Evidence-based Practice (EBP) is the use of the use of recent research findings alongside professional proficiency to direct healthcare service provision (Li et al., 2019). It is a practice that emphasizes staying informed of the changing patient needs and preferences. Factors related to improved care quality and patient safety are spearheading transformation in healthcare. EBP is the ultimate result of these factors. Nurses have become more concerned with how to move good evidence into practice to enhance positive patient outcomes. This urgent desire has led to the development of EBP models, which are frameworks that guide and aid nurses in the integration of EBP into practice. In this essay, a diagnosis that can best benefit from an evidence-based approach is presented alongside the criteria for determining the credibility of evidence and resources. The paper also analyzes the credibility of the resources relevant to the chosen clinical diagnosis and elaborates on the EBP model used to address this clinical diagnosis.

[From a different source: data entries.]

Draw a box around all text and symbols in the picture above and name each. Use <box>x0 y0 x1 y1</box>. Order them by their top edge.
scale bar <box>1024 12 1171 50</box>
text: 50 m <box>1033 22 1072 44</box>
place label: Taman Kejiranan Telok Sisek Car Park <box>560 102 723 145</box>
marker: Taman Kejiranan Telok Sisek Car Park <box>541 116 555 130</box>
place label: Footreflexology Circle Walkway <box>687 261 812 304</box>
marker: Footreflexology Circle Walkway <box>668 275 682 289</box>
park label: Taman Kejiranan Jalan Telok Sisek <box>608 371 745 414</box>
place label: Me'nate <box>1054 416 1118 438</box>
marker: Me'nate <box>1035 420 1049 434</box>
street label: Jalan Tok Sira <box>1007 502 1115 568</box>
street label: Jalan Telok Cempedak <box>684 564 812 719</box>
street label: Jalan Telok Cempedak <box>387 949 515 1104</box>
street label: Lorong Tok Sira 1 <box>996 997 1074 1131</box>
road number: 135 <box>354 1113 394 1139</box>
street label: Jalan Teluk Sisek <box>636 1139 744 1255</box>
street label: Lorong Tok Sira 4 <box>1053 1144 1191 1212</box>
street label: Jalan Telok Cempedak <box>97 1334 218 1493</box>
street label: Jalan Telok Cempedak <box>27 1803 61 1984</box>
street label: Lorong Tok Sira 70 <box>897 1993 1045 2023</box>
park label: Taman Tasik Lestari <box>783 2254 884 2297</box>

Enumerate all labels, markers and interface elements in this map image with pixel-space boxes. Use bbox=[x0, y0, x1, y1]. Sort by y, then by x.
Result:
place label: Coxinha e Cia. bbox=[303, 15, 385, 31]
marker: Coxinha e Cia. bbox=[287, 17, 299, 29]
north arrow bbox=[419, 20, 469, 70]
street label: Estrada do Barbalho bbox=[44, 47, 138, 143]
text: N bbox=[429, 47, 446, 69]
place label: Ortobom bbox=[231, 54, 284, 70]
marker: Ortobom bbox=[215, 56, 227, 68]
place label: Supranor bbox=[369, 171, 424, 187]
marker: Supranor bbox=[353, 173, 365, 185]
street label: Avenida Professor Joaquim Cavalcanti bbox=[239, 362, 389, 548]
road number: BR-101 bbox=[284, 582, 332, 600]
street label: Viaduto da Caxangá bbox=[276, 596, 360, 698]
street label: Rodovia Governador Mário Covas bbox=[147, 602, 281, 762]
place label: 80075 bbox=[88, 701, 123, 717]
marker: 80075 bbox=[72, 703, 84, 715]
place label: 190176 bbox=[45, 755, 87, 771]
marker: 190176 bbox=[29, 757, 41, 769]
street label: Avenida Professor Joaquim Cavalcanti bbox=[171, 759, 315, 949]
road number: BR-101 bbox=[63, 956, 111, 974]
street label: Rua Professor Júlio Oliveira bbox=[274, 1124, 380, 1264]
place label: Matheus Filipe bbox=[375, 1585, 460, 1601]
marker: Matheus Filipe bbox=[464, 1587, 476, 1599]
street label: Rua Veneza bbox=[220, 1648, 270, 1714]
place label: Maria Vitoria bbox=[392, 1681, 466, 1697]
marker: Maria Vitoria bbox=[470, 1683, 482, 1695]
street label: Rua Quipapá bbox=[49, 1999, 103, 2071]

Clinical Diagnosis that Can Benefit from an Evidence-Based Approach

Chronic Kidney Disease (CKD) is characterized by kidney damage or a lower glomerular filtration rate (GFR) of less than 60 millilitres/minute per 1.73 for three months or more, according to Vaidya and Aeddula (2022). The kidney progressively loses function, eventually necessitating renal replacement therapy (RCT) (dialysis or replacement). The aetiology of CKD is multifaceted, encompassing pre-renal disease, intrinsic renal diseases, and post-renal diseases. Primary diseases causing CKD include diabetes, hypertension, primary and secondary glomerulonephritis, hereditary or cystic diseases, and chronic heart failure, which lead to reduced renal perfusion. Screening targeting individuals with a high risk of developing CKD is recommended by Kidney Disease: Improving Global Outcomes (KDIGO) (Rovin et al., 2021).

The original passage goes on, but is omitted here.